I’d like to know how this effort is related to the Proliferation Security Initiative (PSI) efforts to “develop and share national analyses of key proliferation actors and networks, their financing sources, and other support structures …” (more)

Comments

  1. JS Narins (History)

    Although I certainly know who Udo Ulfkotte is, there might be someone reading your blog who doesn’t know, but who is to shy to ask “Who is Dr Udo Ulfkotte?”

    [I added a link … ACW]

  2. David Isenberg (History)

    Not very impresive. To explain why I have embedded my comments in brackets [ ] below. They refer to various passages of the text, which I have not included, but you can easily figure it out by reading the article.

    [How do we know Iran has been successful? Below the article states, “The assessment declares that Iran has developed an extensive web of front companies, official bodies, academic institutes and middlemen dedicated to obtaining – in western Europe and in the former Soviet Union – the expertise, training, and equipment for nuclear programmes, missile development, and biological and chemical weapons arsenals.” Developing a network and successfully obtaining are two different things.

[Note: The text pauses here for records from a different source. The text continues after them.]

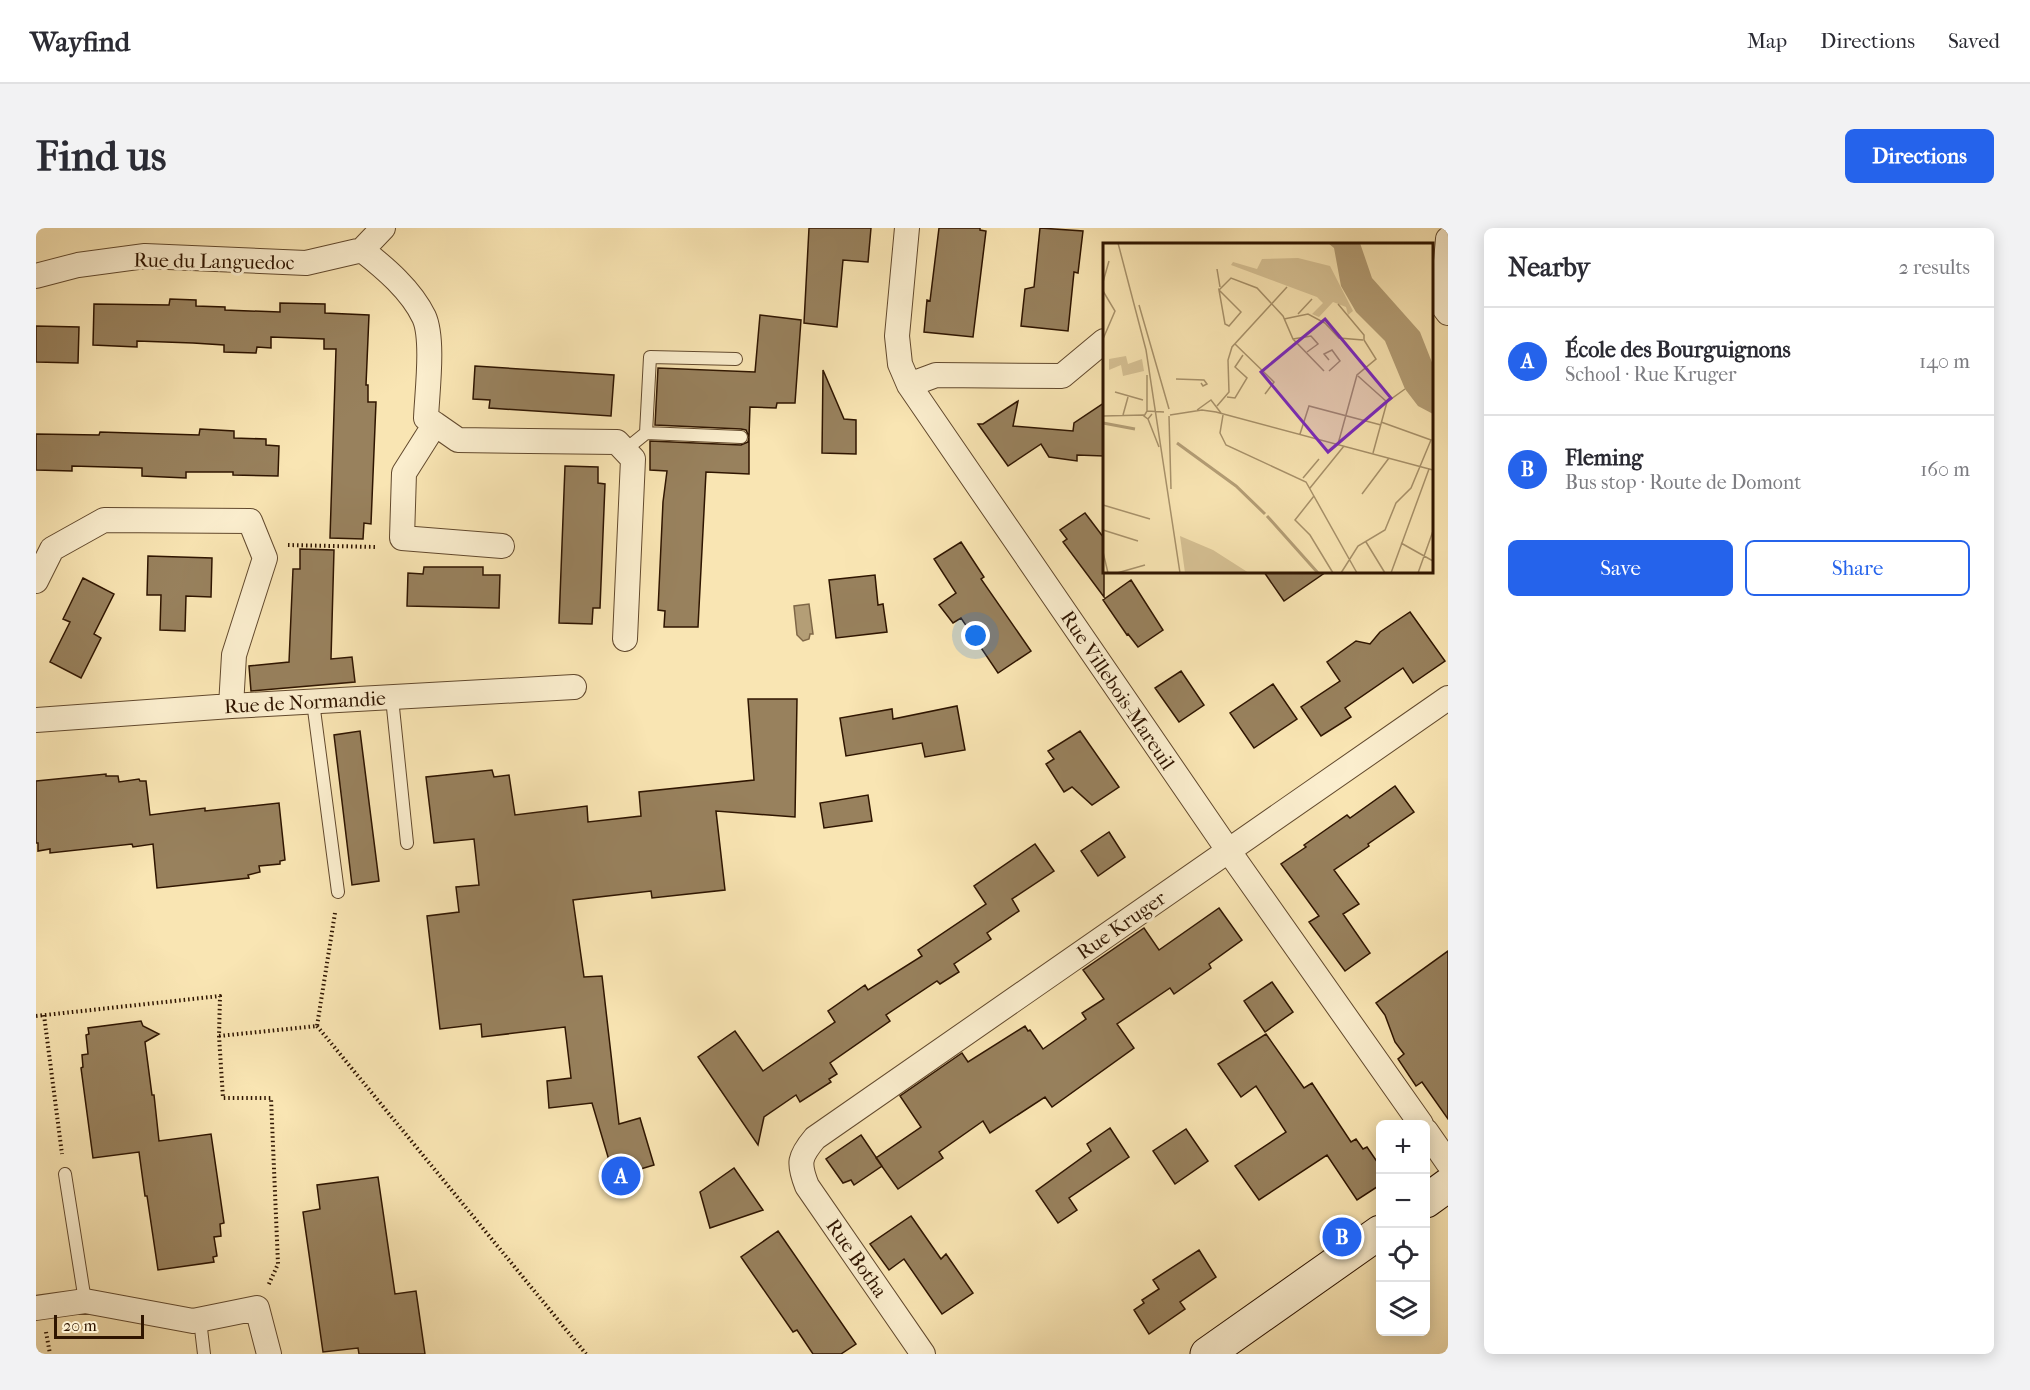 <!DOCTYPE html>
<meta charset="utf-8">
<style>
body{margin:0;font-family:"IM FELL French Canon",serif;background:#f2f2f3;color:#2b2b33}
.controls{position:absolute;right:18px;bottom:18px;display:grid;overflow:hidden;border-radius:9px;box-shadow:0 3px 15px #0003}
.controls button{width:54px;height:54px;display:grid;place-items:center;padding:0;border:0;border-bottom:2px solid #e1e1e2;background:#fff;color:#2b2b33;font:30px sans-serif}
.scale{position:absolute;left:18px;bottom:15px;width:90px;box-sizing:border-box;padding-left:6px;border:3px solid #2f1500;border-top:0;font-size:16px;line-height:21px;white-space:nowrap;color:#2f1500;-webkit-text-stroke:4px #fbeece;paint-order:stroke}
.you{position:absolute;left:940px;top:408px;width:21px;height:21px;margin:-15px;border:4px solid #fff;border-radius:50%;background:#1a73e8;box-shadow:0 0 0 9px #1a73e833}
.badge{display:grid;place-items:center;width:39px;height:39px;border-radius:50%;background:#2563eb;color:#fff;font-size:20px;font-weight:700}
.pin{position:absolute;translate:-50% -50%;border:3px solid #fff;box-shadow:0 2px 6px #0006}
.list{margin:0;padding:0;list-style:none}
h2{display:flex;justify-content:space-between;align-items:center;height:78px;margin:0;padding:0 24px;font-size:26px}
h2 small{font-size:20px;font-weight:400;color:#7c7c81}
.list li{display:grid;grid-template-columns:39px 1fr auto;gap:18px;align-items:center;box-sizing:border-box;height:108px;padding:0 24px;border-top:2px solid #e1e1e2}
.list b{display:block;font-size:22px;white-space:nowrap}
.list p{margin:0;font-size:20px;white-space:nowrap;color:#7c7c81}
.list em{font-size:20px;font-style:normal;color:#7c7c81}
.actions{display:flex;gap:12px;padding:18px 24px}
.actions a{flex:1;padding:14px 0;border:2px solid #2563eb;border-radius:9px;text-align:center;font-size:21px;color:#2563eb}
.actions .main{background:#2563eb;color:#fff}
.icon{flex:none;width:33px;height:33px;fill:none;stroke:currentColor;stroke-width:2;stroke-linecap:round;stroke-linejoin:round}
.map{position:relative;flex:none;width:1412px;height:1126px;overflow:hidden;border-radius:9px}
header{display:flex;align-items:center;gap:36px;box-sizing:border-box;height:84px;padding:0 30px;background:#fff;border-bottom:2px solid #e1e1e2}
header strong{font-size:28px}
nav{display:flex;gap:33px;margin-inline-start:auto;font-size:21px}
.intro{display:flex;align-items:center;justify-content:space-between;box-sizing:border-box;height:144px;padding:0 36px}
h1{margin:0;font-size:42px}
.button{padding:15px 27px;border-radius:9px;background:#2563eb;color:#fff;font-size:21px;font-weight:700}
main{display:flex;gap:36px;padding:0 36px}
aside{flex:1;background:#fff;border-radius:9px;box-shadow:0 3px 15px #0003}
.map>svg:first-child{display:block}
.water{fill:#b49e76;stroke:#7f6747;stroke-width:1.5}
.building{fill:#98815d;stroke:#2f1500;stroke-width:1.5}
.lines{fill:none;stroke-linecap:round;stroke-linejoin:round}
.lane-casing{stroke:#62492d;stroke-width:14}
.street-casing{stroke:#62492d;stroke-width:26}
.secondary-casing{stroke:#2f1500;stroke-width:35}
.path{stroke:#2f1500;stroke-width:4;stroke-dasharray:1.5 3;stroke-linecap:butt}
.lane{stroke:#fbeece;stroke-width:12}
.street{stroke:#fbeece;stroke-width:24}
.secondary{stroke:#fbeece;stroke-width:33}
.labels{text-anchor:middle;stroke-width:6;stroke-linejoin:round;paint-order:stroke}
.street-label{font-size:20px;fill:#2f1500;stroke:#fbeece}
.inset-river{fill:none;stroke:#b49e76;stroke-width:3}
.inset-road{fill:none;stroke:#a8926b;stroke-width:1.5}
.view{fill:#7b2cbf;fill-opacity:0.15;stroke:#7b2cbf;stroke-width:3}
.inset-edge{fill:none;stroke:#2f1500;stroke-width:3}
</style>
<header>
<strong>Wayfind</strong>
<nav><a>Map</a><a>Directions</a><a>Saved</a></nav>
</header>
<div class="intro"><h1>Find us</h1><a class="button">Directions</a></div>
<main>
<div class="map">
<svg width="1412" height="1126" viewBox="0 0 1412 1126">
<rect width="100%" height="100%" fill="#f9e5b3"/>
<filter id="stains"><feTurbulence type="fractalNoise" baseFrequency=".00333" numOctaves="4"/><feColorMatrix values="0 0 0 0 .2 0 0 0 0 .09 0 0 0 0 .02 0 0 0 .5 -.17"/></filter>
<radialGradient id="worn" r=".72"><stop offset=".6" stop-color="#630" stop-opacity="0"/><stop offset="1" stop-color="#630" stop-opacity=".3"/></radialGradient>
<path class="water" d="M 773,376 L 777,406 L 774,406 L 773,411 L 767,413 L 761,407 L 758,378 Z"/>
<path class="building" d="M 773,0 L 835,0 L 832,34 L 807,32 L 801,99 L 768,95 Z
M 903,0 L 944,0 L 944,2 L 950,3 L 937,109 L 888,104 L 891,72 L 894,73 Z
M 1004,0 L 1047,3 L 1042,45 L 1038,44 L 1032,103 L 985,98 L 989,61 L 998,59 Z
M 134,71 L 160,72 L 160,78 L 189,79 L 189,82 L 244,84 L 244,75 L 289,76 L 289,85 L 333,87 L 330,157 L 332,157 L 332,174 L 340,174 L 335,296 L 328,295 L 327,311 L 294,310 L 300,121 L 288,121 L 288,111 L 235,109 L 235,120 L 221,119 L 220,125 L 188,124 L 188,117 L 157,115 L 101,113 L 101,119 L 57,117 L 58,76 L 133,77 Z
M 724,87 L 765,92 L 759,175 L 741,175 L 740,180 L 714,179 L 713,209 L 710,202 L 705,201 L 619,197 L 622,140 L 719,144 Z
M 0,98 L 43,99 L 42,135 L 0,134 Z
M 439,138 L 578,147 L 575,188 L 453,180 L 454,172 L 437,171 Z
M 787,142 L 808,191 L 820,192 L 820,226 L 786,225 Z
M 982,173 L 977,198 L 1037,203 L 1038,195 L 1068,175 L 1068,228 L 1041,227 L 1041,233 L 1013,229 L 1005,216 L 972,238 L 942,196 L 947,196 Z
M 164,201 L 198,203 L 198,210 L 230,211 L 230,217 L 243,218 L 242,248 L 197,247 L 197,244 L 150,244 L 150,250 L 106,248 L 106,240 L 36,238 L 36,243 L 0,242 L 0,206 L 63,207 L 64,204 L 163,207 Z
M 713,209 L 713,246 L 670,244 L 662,399 L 628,399 L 629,383 L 622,382 L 627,274 L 631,243 L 614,242 L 614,213 L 705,217 L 712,214 Z
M 529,238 L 562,239 L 562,255 L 569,256 L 564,380 L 557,380 L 556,396 L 523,395 Z
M 1049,285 L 1068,310 L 1068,369 L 1027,314 L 1031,311 L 1024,302 Z
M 925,314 L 948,349 L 945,351 L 995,423 L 962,445 L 925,390 L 917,395 L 903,377 L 920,365 L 898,331 Z
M 264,321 L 298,322 L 295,431 L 316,429 L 319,454 L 215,463 L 213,438 L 253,434 L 257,341 L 264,341 Z
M 112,328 L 176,330 L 175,369 L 150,368 L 149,403 L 124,402 L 125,367 L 111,367 Z
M 388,339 L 447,339 L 447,347 L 464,347 L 463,380 L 371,378 L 372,345 L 387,346 Z
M 1228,344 L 1290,344 L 1248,373 Z
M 839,347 L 842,377 L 847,376 L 851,404 L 800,410 L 793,352 Z
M 47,350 L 78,366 L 58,406 L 65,410 L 45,450 L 14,434 L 34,394 L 27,391 Z
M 1095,352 L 1127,402 L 1102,419 L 1092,406 L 1091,407 L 1067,372 Z
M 1374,384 L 1409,433 L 1377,455 L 1367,440 L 1309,480 L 1315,489 L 1285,508 L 1265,479 L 1304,453 L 1291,434 L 1320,413 L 1334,416 L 1344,404 Z
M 1145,443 L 1168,477 L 1143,494 L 1119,460 Z
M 1237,456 L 1261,491 L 1218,520 L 1194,485 Z
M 712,471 L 761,471 L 759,589 L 680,583 L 689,662 L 616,670 L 615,663 L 537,672 L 548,749 L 566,748 L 583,896 L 604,890 L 618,937 L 578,949 L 556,875 L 513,880 L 511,853 L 535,850 L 529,799 L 446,809 L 445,796 L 404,801 L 391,688 L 423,684 L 420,659 L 443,657 L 438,611 L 398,615 L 390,549 L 456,542 L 458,549 L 473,547 L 479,587 L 551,578 L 552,594 L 605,588 L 603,564 L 718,552 Z
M 921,478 L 929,522 L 889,529 L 886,515 L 810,528 L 804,490 L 856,481 L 857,491 Z
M 324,503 L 343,653 L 316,657 L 298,507 Z
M 1044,503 L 1083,559 L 1056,577 L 1036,559 L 1028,564 L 1010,536 L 1018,531 L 1012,523 Z
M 70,546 L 70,548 L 82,548 L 83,554 L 103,551 L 104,553 L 110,553 L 114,587 L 169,580 L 169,583 L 243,575 L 249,632 L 244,633 L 244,636 L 223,638 L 224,644 L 212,647 L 213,650 L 121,660 L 117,616 L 97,619 L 96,616 L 14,625 L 14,621 L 2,623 L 2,615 L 0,615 L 0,553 Z
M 1359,558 L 1378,584 L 1332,616 L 1333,618 L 1298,642 L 1323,676 L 1307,686 L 1334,725 L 1309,743 L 1273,694 L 1283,688 L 1245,636 L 1270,619 L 1268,617 L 1311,587 L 1314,590 Z
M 832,567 L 836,593 L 788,600 L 784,575 Z
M 1073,604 L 1089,629 L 1062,648 L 1045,623 Z
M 999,616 L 1018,643 L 976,671 L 983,683 L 951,705 L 955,711 L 918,736 L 923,744 L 904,756 L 901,753 L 850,787 L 854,793 L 794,835 L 801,846 L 793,851 L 795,854 L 764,874 L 760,867 L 728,889 L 722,917 L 662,829 L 699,803 L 727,843 L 799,794 L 792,783 L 829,757 L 832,762 L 886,728 L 882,722 L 950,676 L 938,658 Z
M 1183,680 L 1206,712 L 1173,736 L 1175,740 L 1138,766 L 1134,760 L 1081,796 L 1098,820 L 1016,879 L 1009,869 L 954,905 L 947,893 L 903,924 L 907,930 L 862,961 L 840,930 L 885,899 L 864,868 L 926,825 L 932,834 L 989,798 L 992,803 L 994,802 L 1007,821 L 1050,791 L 1046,785 L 1068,771 L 1047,742 L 1108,700 L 1123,722 Z
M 1412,723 L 1412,891 L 1386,854 L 1380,858 L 1362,831 L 1368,826 L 1359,814 L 1349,787 L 1340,775 Z
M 1236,754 L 1257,784 L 1229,804 L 1208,773 Z
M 105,793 L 107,798 L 123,806 L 109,814 L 116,867 L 118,867 L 123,913 L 175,906 L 188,995 L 184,996 L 185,1008 L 178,1009 L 181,1028 L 177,1029 L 178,1034 L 122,1042 L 111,968 L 109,968 L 103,924 L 57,930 L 45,840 L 47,839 L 46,827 L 52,826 L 50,807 L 53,806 L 52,800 Z
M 1230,806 L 1268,860 L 1276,855 L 1315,914 L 1320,911 L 1327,921 L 1331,919 L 1344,938 L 1344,957 L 1321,972 L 1291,927 L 1223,972 L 1199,938 L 1250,904 L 1220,858 L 1205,869 L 1182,836 Z
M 1074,900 L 1093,929 L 1033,970 L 1041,982 L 1022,995 L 1000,963 L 1055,923 L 1051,916 Z
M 1150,901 L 1172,933 L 1139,956 L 1117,923 Z
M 825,907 L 846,938 L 818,957 L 815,952 L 807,955 L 790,931 Z
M 698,940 L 727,982 L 674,1000 L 664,964 Z
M 342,949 L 359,1066 L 380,1063 L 389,1126 L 323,1126 L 322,1120 L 287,1124 L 267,984 L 284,981 L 281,957 Z
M 875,988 L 905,1031 L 910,1026 L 937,1065 L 906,1086 L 868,1031 L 853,1042 L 834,1016 Z
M 742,1003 L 820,1116 L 805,1126 L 777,1126 L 761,1102 L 757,1104 L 705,1029 Z
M 1163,1022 L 1180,1049 L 1144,1074 L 1149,1081 L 1113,1106 L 1098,1082 L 1108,1075 L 1106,1072 L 1123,1061 L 1117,1052 Z"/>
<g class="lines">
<defs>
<path id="lane" d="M 610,205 L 614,129 L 700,131
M 589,222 L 610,205 L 705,209
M 356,470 L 371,615
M 277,474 L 302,664
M 29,946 L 49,1073
M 164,1092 L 168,1126"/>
<path id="street" d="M 871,0 L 861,108 L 864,136 L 873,157 L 1192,622 L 1385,896
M 1412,11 L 1406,77 L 1412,85
M 326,22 C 349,40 375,62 388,89 C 398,111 391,165 390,190 L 399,196
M 0,48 L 42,37 L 109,28 L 270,35 L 326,22 L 347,0
M 873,157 L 900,147 L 1026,148 L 1068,113
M 466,318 L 366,310 L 368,245 L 399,196 L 422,212 L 581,214 L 597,231 L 589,411
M 0,353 L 16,321 L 68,292 L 214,293 L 229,330 L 198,427 L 195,478
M 0,492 L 195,478 L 538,459
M 1390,903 L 1412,935
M 0,1080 L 49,1073 L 157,1093 L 221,1080 L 233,1126
M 887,1126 L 771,958 C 762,935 763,929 779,910 L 1412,470"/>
<path id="secondary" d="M 1390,973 L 1412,957
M 1171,1126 L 1344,1004"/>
</defs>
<use href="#lane" class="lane-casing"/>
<use href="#street" class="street-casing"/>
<use href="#secondary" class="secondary-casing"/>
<path class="path" d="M 252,317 L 340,319
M 8,787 L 26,926
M 0,788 L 184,768 L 183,808 L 187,870 L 235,870 L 242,1036 L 232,1058
M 281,798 L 550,1126
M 183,808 L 281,798 L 299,685
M 10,1104 L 14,1126"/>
<use href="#lane" class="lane"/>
<use href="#street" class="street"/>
<use href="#secondary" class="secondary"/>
</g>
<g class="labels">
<g class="street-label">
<text transform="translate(178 33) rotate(1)" y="7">Rue du Languedoc</text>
<text transform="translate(1082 462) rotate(56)" y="7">Rue Villebois-Mareuil</text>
<text transform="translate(269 474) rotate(-3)" y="7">Rue de Normandie</text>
<text transform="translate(1085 697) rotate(-35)" y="7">Rue Kruger</text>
<text transform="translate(821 1030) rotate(55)" y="7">Rue Botha</text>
</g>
</g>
<g transform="translate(1067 15)">
<rect width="330" height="330" fill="#f9e5b3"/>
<path d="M 195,15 L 227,23 L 250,68 L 245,72 L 243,64 L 230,59 L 216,74 L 209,71 L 220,60 L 214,54 L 128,22 L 130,19 L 154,26 L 159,16 ZM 23,113 L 25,121 L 39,116 L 41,128 L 20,133 L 18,122 L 6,127 L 6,116 ZM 77,293 L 110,307 L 146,330 L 82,330 Z" fill="#d7c295"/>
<path d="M 225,0 L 257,0 L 269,35 L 317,89 L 330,122 L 330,171 L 315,163 L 302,146 L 282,98 L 253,69 L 238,43 L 231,5 Z" fill="#b49e76"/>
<path class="inset-river" d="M 0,180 L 32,186M 74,200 L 133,243 L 162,271M 164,273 L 215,330"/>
<path class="inset-road" d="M 15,0 L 43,107 L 77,330M 114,26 L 117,44M 0,39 L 6,18M 116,47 L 128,35 L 154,45 L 180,73 L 190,96 L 221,128M 116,47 L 138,69 L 126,83 L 122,81 ZM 0,48 L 12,68 L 0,96M 235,61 L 261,92 L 261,97 L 273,116 L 254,132 L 235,201M 36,62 L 66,166M 195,71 L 209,56M 181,76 L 205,71 L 222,80 L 236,95 L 260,97M 190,96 L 208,93 L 215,101 L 204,109M 132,101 L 171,139 L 162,151M 226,117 L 221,111 L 229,107 L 237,118 L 226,128M 44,132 L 44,168M 255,133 L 284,159M 73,136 L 101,137 L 104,141 L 100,143 L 98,140M 12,149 L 40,157M 124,154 L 132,155 L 144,135 L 132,124 L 140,112M 114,163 L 126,149 L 125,117 L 129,104 L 184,44M 94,167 L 108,157 L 118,170M 49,171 L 45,176 L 41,173 L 44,168 L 61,169M 20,172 L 25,154M 67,172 L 99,167 L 113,169 L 330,227M 120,172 L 117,190 L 123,202 L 203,239 L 254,330M 0,173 L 41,172M 66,173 L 68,246M 45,176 L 56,204M 197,191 L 206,163 L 278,182M 270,210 L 284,159 L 302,146M 200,235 L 216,216M 207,245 L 241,203M 259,251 L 286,215M 211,253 L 192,277 L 207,292 L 230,330M 0,262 L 47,276M 0,287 L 35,298M 263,299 L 282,330M 298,300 L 330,318M 0,309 L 5,330M 14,330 L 42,322M 238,330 L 255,303 L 282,287 L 293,260 L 308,245 L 328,197 L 278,179M 288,330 L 326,226M 315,330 L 330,288"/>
<path class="view" d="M 222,76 L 288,155 L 225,209 L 158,129 Z"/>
<rect width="330" height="330" class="inset-edge"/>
</g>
<rect width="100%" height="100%" filter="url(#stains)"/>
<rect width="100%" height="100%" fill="url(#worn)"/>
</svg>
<div class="controls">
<button>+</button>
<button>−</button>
<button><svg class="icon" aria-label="locate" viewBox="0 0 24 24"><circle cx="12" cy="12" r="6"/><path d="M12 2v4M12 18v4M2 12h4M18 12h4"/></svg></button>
<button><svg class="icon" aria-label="layers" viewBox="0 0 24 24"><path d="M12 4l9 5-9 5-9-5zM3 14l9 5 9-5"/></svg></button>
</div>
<div class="scale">20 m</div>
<div class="you"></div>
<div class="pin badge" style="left:585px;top:948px">A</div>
<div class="pin badge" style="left:1306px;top:1009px">B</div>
</div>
<aside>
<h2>Nearby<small>2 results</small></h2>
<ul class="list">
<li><span class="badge">A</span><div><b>École des Bourguignons</b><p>School · Rue Kruger</p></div><em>140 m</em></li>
<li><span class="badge">B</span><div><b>Fleming</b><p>Bus stop · Route de Domont</p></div><em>160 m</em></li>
</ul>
<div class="actions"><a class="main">Save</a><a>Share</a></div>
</aside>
</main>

    Plus, Iran long ago developed networks of front companies to enable it to supply its conventional forces, dating back to the war with Iraq, after the overthrow of the Shah. One thing about a black market network is that it is ecumenical, it will work on fulfilling whatever order comes its way. It doesn’t necessarily mean it will be successful.

    Besides, haven’t all the rightwingers been saying for a couple of years now that Iran already has everything it needs to make nuclear weapons? If this article is to be believed then the conventional wisdowm is wrong, which means, of course, as you already realize, that this assessment could be wrong also.

    [Import requests and acquisitions are not the same thing. How much of one and how much of the other were actually gained or registered? Even if something was actually procured can we be sure it was actually going to to a nuclear weapons program or associated missile? Perhaps it was a dual purpose item and someone is assuming it would go to a nuclear program.]

    [Only 55pp, for an assessment covering Syria, Pakistan, North Korea, and possibly other countries/regions, as well as Iran? Doesn’t sound that detailed to me.]

    [Exactly. The west is frustrated that it has not been able to rein the Iranian program in, so why not leak a report intimating scary things re the Iranian nuclear program?]

    [Expertise, training and eqpt. for biological weapons? A lot easier said than done. If Iraq showed us anything it is that developing usable biological weapons was a lot harder than anybody thought.]

    [And why wouldn’t it? It’s military is woefully inadequate, despite all the publicity about its modernization. Just look at the cargo planes that crashed last year].

    [Are they all involved in the overseas network, or are some of them just doing research, like any other company in the world, that is part of a military industrial complex?]

    [And so what? Does anyone seriously think that Iran is going to nuke a European country? The worst you can say is that Iran seeks to prevent the Europeans from joining in a military coalition that would attack, or worst case, invade, Iran. Paranoid, you say? There were probably some Iraqis who felt the same prior to 2003.]